- Kategori
- Şiir
Ölüm temrinleri-VII
Son yolculuk endişesi ile çıktığım yolculuklarımın her birinde
Bir otomobilde, bir otobüste ya da trende,
Kendimi dünyadan kopmuş hissederim
Bur uzaklaşma yaşar hem ruhum, hem bedenim..
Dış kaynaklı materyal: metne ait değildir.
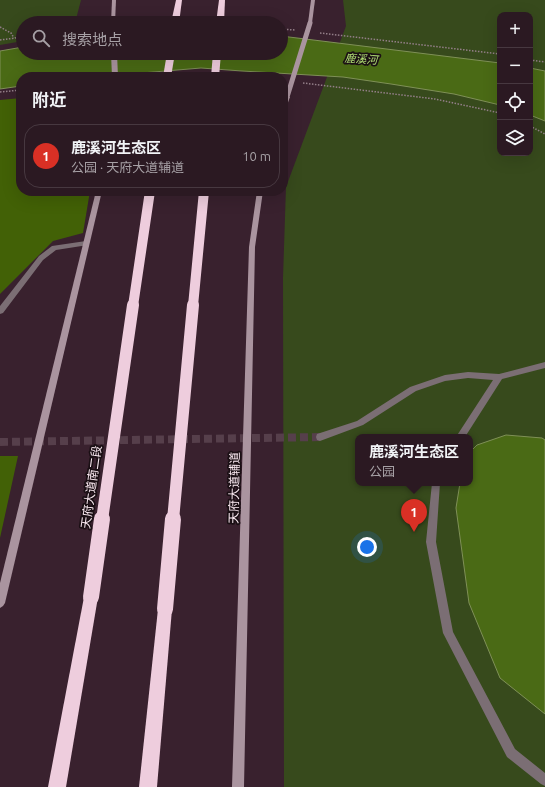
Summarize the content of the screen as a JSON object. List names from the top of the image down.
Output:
{
  "streets": {
    "highway": ["天府大道南二段"],
    "street": ["天府大道辅道"]
  },
  "water": ["鹿溪河"],
  "page": {
    "map_buttons": ["+", "−"],
    "search": "搜索地点",
    "heading": "附近",
    "list": [
      {
        "mark": "1",
        "name": "鹿溪河生态区",
        "note": "公园 · 天府大道辅道",
        "value": "10 m"
      }
    ],
    "popup": ["鹿溪河生态区", "公园"],
    "pins": "1"
  }
}
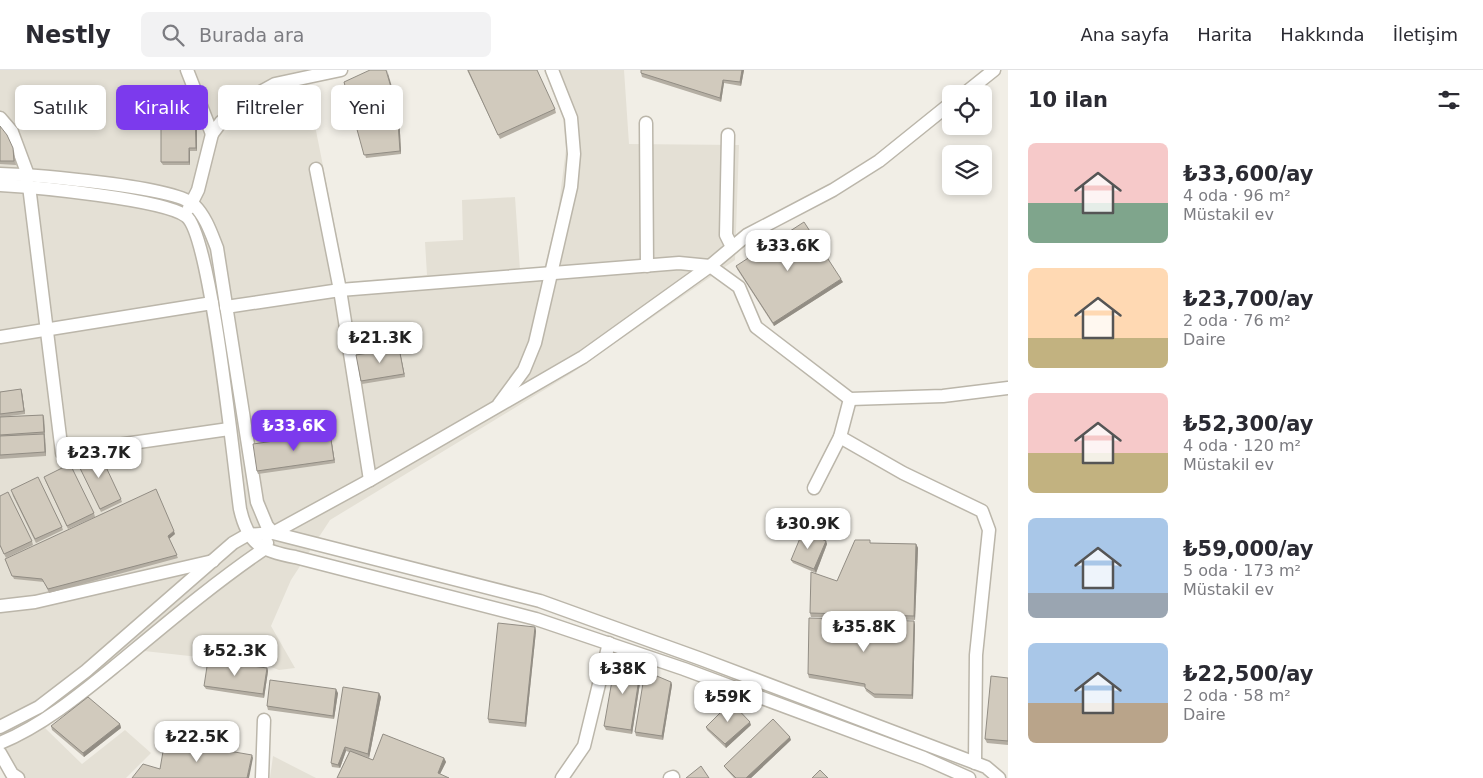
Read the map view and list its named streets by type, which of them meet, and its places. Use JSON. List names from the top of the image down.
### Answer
{
  "page": {
    "header": "Nestly",
    "search": "Burada ara",
    "nav": [
      "Ana sayfa",
      "Harita",
      "Hakkında",
      "İletişim"
    ],
    "heading": "10 ilan",
    "chip": [
      "Satılık",
      "Kiralık",
      "Filtreler",
      "Yeni"
    ],
    "list": [
      {
        "name": "₺33,600/ay",
        "note": "4 oda · 96 m² · Müstakil ev"
      },
      {
        "name": "₺23,700/ay",
        "note": "2 oda · 76 m² · Daire"
      },
      {
        "name": "₺52,300/ay",
        "note": "4 oda · 120 m² · Müstakil ev"
      },
      {
        "name": "₺59,000/ay",
        "note": "5 oda · 173 m² · Müstakil ev"
      },
      {
        "name": "₺22,500/ay",
        "note": "2 oda · 58 m² · Daire"
      }
    ],
    "price": [
      "₺33.6K",
      "₺21.3K",
      "₺33.6K",
      "₺23.7K",
      "₺30.9K",
      "₺35.8K",
      "₺52.3K",
      "₺38K",
      "₺59K",
      "₺22.5K"
    ]
  }
}
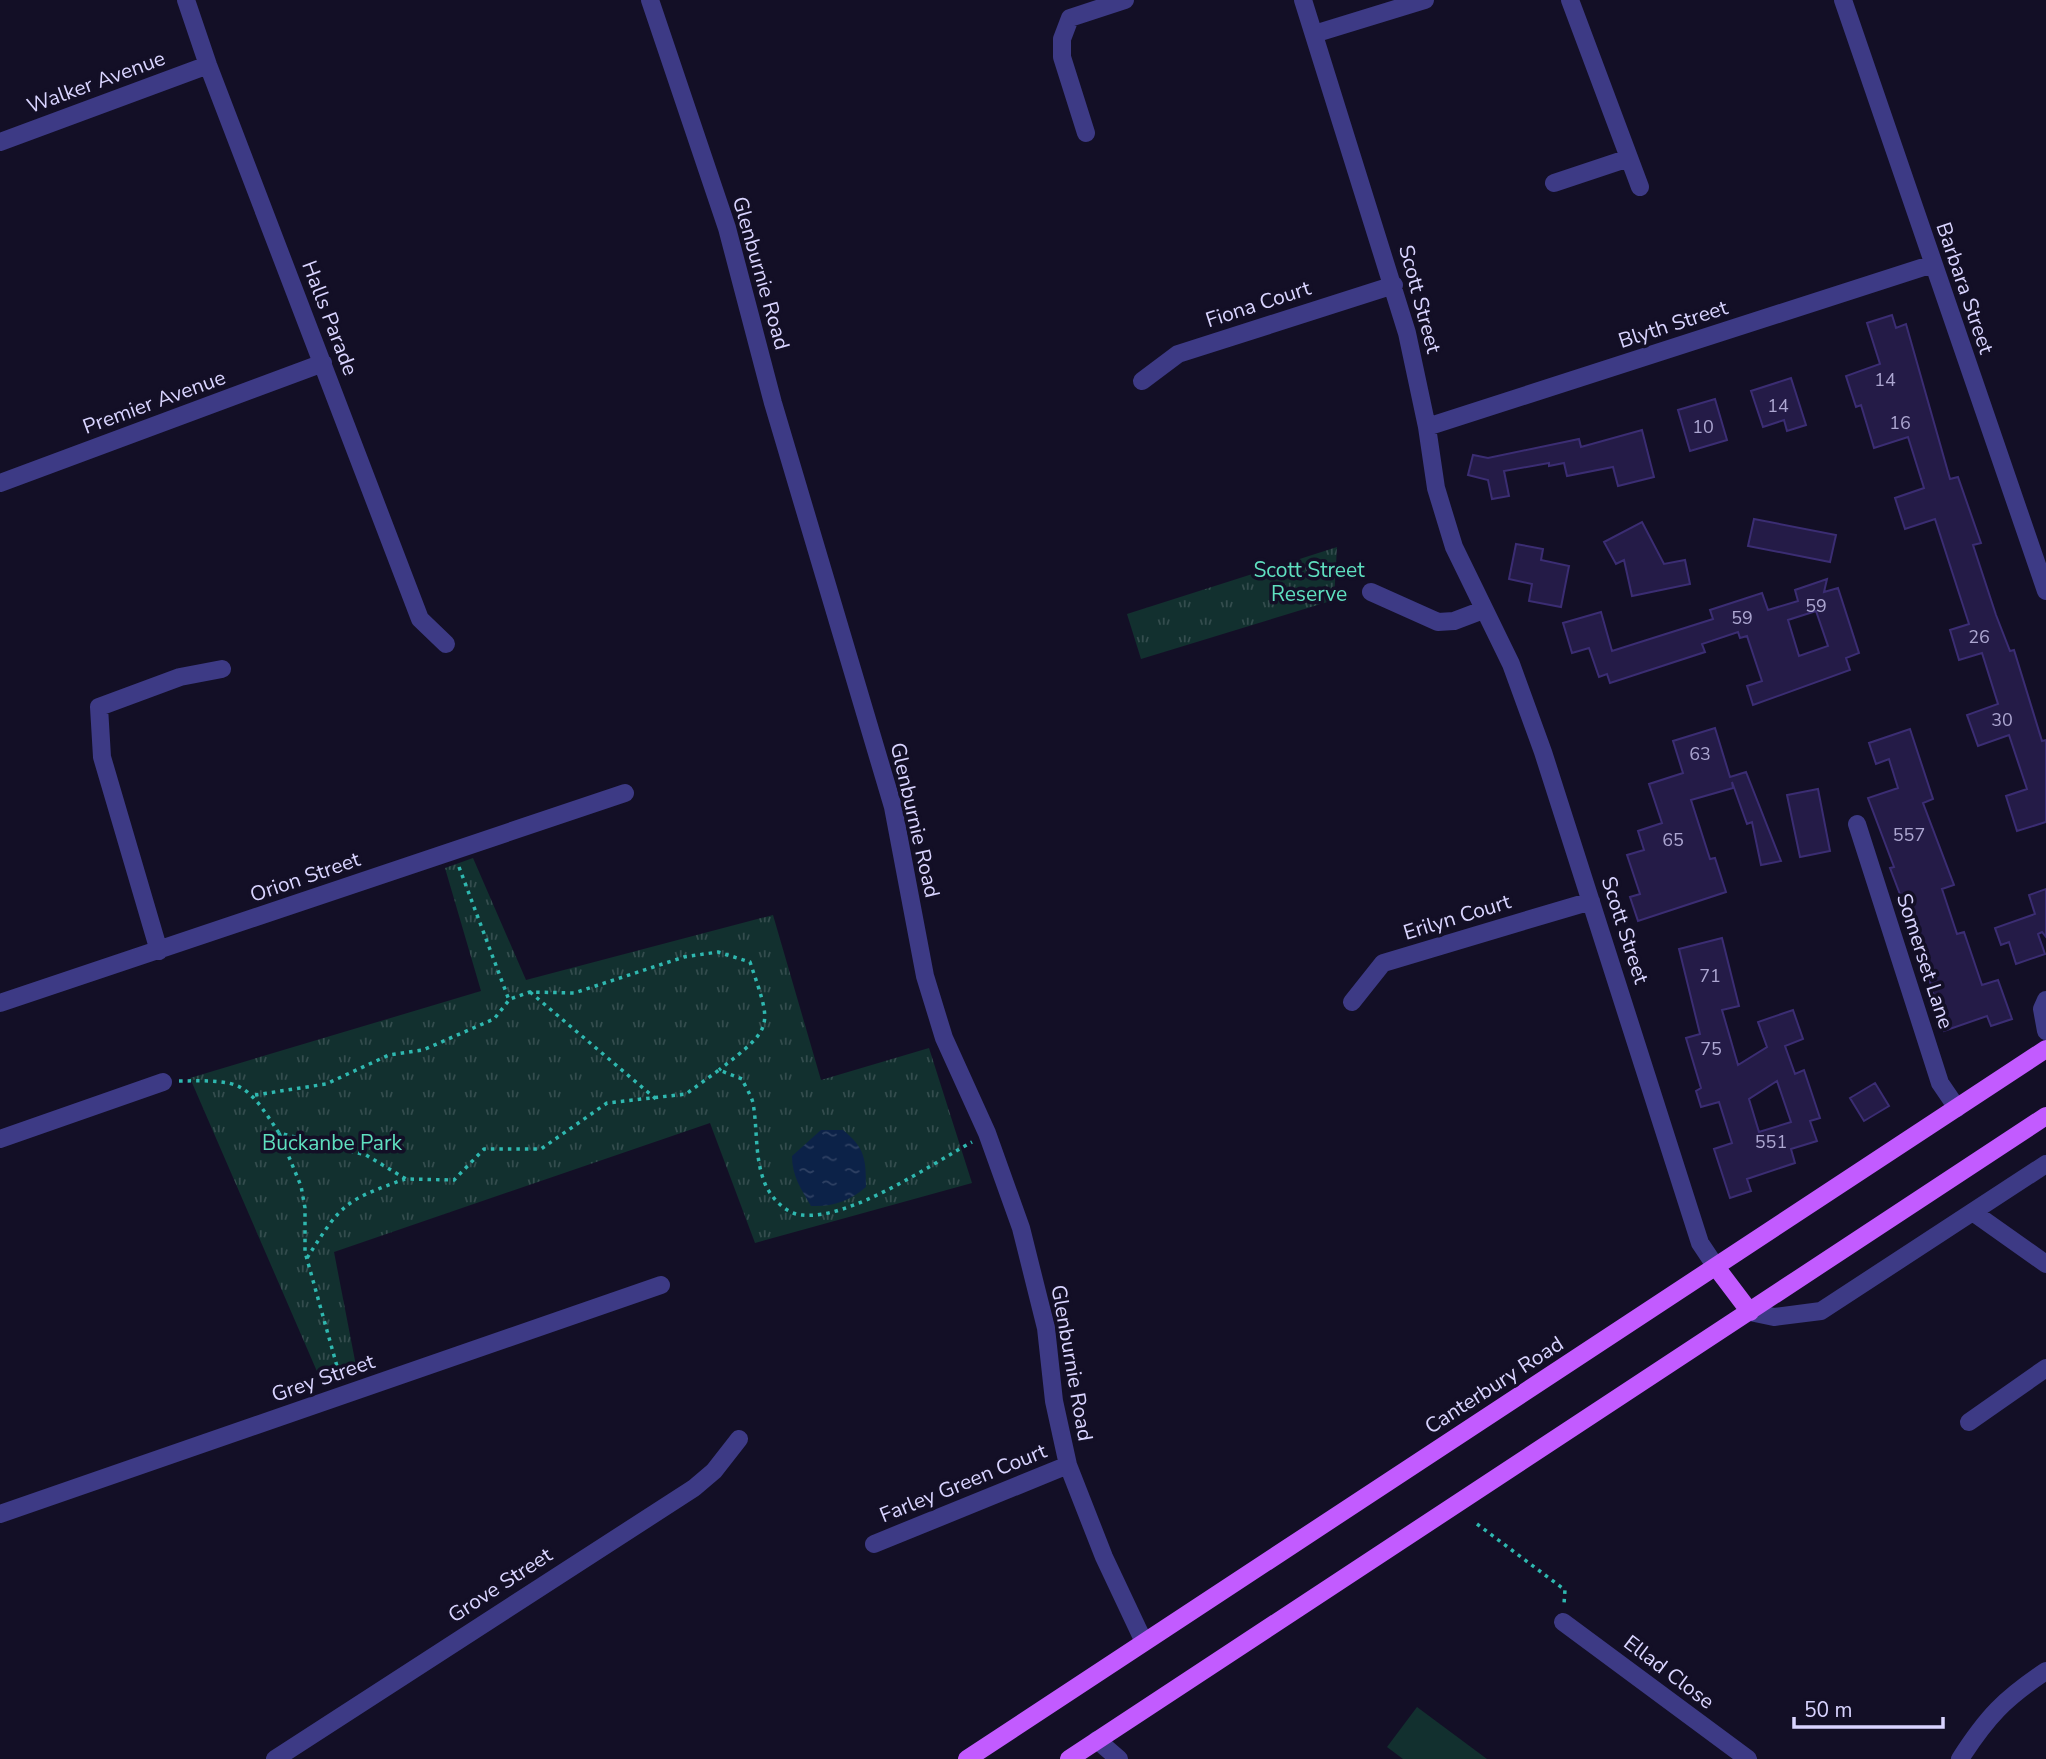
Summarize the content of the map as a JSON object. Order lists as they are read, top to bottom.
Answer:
{
  "streets": {
    "main road": ["Canterbury Road"],
    "street": [
      "Walker Avenue",
      "Glenburnie Road",
      "Barbara Street",
      "Scott Street",
      "Fiona Court",
      "Halls Parade",
      "Blyth Street",
      "Premier Avenue",
      "Orion Street",
      "Erilyn Court",
      "Somerset Lane",
      "Grey Street",
      "Farley Green Court",
      "Grove Street",
      "Ellad Close"
    ]
  },
  "crossings": [
    ["Walker Avenue", "Halls Parade"],
    ["Glenburnie Road", "Canterbury Road"],
    ["Glenburnie Road", "Farley Green Court"],
    ["Barbara Street", "Blyth Street"],
    ["Scott Street", "Fiona Court"],
    ["Scott Street", "Blyth Street"],
    ["Scott Street", "Erilyn Court"],
    ["Scott Street", "Canterbury Road"],
    ["Halls Parade", "Premier Avenue"],
    ["Somerset Lane", "Canterbury Road"]
  ],
  "parks": ["Scott Street Reserve", "Buckanbe Park"],
  "house_numbers": [
    "14",
    "14",
    "16",
    "10",
    "59",
    "59",
    "26",
    "30",
    "63",
    "557",
    "65",
    "71",
    "75",
    "551"
  ],
  "scale_bar": "50 m"
}
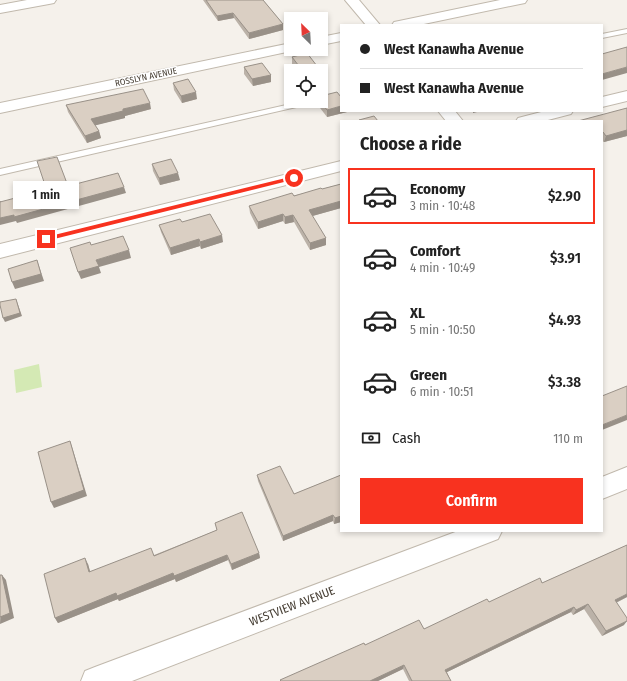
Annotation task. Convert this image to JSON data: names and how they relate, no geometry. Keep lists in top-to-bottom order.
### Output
{
  "streets": {
    "street": ["ROSSLYN AVENUE", "WESTVIEW AVENUE"]
  },
  "north": "top left",
  "page": {
    "banner": ["West Kanawha Avenue", "West Kanawha Avenue"],
    "heading": "Choose a ride",
    "list": [
      {
        "name": "Economy",
        "note": "3 min · 10:48",
        "value": "$2.90"
      },
      {
        "name": "Comfort",
        "note": "4 min · 10:49",
        "value": "$3.91"
      },
      {
        "name": "XL",
        "note": "5 min · 10:50",
        "value": "$4.93"
      },
      {
        "name": "Green",
        "note": "6 min · 10:51",
        "value": "$3.38"
      }
    ],
    "bubble": "1 min",
    "pay": ["Cash", "110 m"],
    "buttons": "Confirm"
  }
}
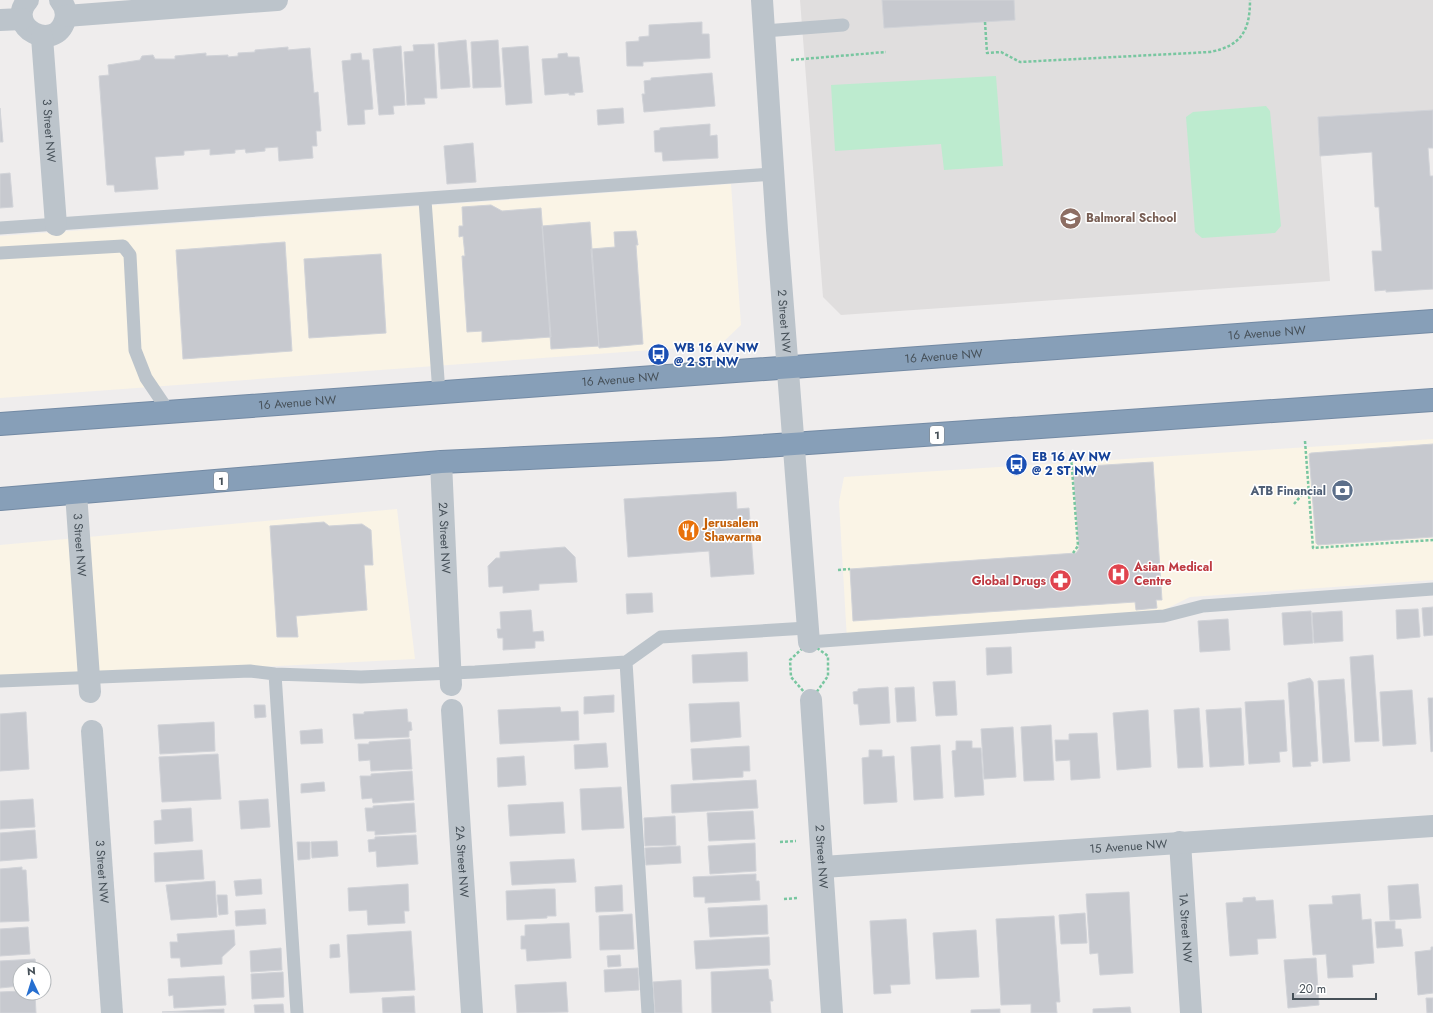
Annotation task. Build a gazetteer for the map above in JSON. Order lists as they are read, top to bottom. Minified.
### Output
{"streets":{"highway":["16 Avenue NW","1"],"street":["3 Street NW","2 Street NW","2A Street NW","15 Avenue NW","1A Street NW"]},"crossings":[["3 Street NW","1"],["2 Street NW","16 Avenue NW"],["2 Street NW","1"],["2 Street NW","15 Avenue NW"],["1","2A Street NW"],["15 Avenue NW","1A Street NW"]],"places":{"school or university":["Balmoral School"],"bus stop":["WB 16 AV NW @ 2 ST NW","EB 16 AV NW @ 2 ST NW"],"bank":["ATB Financial"],"restaurant":["Jerusalem Shawarma"],"hospital":["Asian Medical Centre"],"pharmacy":["Global Drugs"]},"scale_bar":"20 m","north":"top"}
Ömrüm boyunca yolculuk yaptım,
Bu ülkenin yılgın asfaltlarıyla boğuşan
Yorgun otobüslerinde...
Ya da hayatın akışına tempo tutan
Rayların cümbüşünde...
Dünya akıp giderken gözlerimin önünde
Dururdu, yol kenarlarında,
Sessiz tanıklar gibi donuk nazarları,
Reddedilmiş peygamber gibi kırgın uyarıları
Ölümün gülümseyen yüzü köy mezarları...
Anlatamaz, açıklayamaz dünyanın filozofları,
Din adamları, düşünürleri, yazarları...
Ölümün mahiyetini, insanın akıbetini...
Ancak, anlatır bir ana gibi içten ve merhametli
Küçük tepelere bağdaş kurmuş,
Suskun köy mezarları...
Böyle bir köy mezarındadır benim annem,
Bu yüzden isterim ki olsun benim de,
Bir taş ve bir yığın topraktan ibaret
Bir mezarım annemin köyünde..
Bir gün, bir yolculuğunuzda görürsünüz belki de..
Toprak evleri, salkım söğütleri geçince,
Köyün hemen kıyıcığında
İnce bir duvarla ayrılmış,
Tıpkı hayat ve ölüm gibi
Mezarlığını ve köyünü..
İşte orada olacak mezarı
Ve gülümseyecek size,
Bu satırların yazarı...!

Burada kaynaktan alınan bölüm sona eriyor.